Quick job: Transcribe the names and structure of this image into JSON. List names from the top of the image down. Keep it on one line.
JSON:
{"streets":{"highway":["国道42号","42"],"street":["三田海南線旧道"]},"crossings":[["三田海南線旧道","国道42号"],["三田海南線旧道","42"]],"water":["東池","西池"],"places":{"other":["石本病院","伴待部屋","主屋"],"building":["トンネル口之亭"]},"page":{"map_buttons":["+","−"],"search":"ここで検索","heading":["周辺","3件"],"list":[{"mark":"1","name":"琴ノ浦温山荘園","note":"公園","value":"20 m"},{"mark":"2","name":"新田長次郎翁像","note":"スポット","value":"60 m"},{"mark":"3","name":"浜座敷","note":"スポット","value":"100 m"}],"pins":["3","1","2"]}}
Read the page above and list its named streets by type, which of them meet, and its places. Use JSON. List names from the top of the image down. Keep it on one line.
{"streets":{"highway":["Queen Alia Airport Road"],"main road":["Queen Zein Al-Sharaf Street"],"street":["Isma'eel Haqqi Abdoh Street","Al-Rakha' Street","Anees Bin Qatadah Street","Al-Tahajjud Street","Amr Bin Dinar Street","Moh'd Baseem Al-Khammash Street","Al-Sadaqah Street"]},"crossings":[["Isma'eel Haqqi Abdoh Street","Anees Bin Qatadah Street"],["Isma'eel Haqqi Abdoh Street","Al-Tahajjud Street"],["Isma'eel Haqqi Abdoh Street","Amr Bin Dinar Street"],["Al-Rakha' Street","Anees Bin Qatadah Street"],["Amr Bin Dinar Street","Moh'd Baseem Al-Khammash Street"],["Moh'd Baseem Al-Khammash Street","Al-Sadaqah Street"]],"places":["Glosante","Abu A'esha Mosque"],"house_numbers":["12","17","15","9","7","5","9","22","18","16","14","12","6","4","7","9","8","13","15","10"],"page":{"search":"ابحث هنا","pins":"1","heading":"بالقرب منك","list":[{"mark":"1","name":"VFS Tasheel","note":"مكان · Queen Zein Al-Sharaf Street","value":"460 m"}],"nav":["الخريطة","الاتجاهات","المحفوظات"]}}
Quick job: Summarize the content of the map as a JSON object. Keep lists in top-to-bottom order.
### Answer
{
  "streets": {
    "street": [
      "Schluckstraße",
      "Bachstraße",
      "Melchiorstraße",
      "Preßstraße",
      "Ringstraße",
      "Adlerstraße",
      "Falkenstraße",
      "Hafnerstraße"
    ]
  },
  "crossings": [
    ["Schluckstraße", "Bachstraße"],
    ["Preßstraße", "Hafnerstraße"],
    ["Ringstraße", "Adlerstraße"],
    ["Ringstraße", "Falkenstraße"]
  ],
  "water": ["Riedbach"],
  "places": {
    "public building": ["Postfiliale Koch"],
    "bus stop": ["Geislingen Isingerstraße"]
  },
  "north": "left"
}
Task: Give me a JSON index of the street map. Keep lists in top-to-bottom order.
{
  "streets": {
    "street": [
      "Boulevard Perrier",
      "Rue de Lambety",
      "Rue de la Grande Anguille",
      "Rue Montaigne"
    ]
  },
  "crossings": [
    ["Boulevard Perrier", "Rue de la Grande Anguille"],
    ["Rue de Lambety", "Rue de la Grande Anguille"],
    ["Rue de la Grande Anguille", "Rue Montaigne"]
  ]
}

============================================================

§ EXERCISE BRIEF:
Your answer consists solely of the lines from the top of the records above through the line that contains "Quick job: Summarize", each echoed exactly.

§ ANSWER TO THE PROBLEM:
Quick job: Transcribe the names and structure of this image into JSON. List names from the top of the image down. Keep it on one line.
JSON:
{"streets":{"highway":["国道42号","42"],"street":["三田海南線旧道"]},"crossings":[["三田海南線旧道","国道42号"],["三田海南線旧道","42"]],"water":["東池","西池"],"places":{"other":["石本病院","伴待部屋","主屋"],"building":["トンネル口之亭"]},"page":{"map_buttons":["+","−"],"search":"ここで検索","heading":["周辺","3件"],"list":[{"mark":"1","name":"琴ノ浦温山荘園","note":"公園","value":"20 m"},{"mark":"2","name":"新田長次郎翁像","note":"スポット","value":"60 m"},{"mark":"3","name":"浜座敷","note":"スポット","value":"100 m"}],"pins":["3","1","2"]}}
Read the page above and list its named streets by type, which of them meet, and its places. Use JSON. List names from the top of the image down. Keep it on one line.
{"streets":{"highway":["Queen Alia Airport Road"],"main road":["Queen Zein Al-Sharaf Street"],"street":["Isma'eel Haqqi Abdoh Street","Al-Rakha' Street","Anees Bin Qatadah Street","Al-Tahajjud Street","Amr Bin Dinar Street","Moh'd Baseem Al-Khammash Street","Al-Sadaqah Street"]},"crossings":[["Isma'eel Haqqi Abdoh Street","Anees Bin Qatadah Street"],["Isma'eel Haqqi Abdoh Street","Al-Tahajjud Street"],["Isma'eel Haqqi Abdoh Street","Amr Bin Dinar Street"],["Al-Rakha' Street","Anees Bin Qatadah Street"],["Amr Bin Dinar Street","Moh'd Baseem Al-Khammash Street"],["Moh'd Baseem Al-Khammash Street","Al-Sadaqah Street"]],"places":["Glosante","Abu A'esha Mosque"],"house_numbers":["12","17","15","9","7","5","9","22","18","16","14","12","6","4","7","9","8","13","15","10"],"page":{"search":"ابحث هنا","pins":"1","heading":"بالقرب منك","list":[{"mark":"1","name":"VFS Tasheel","note":"مكان · Queen Zein Al-Sharaf Street","value":"460 m"}],"nav":["الخريطة","الاتجاهات","المحفوظات"]}}
Quick job: Summarize the content of the map as a JSON object. Keep lists in top-to-bottom order.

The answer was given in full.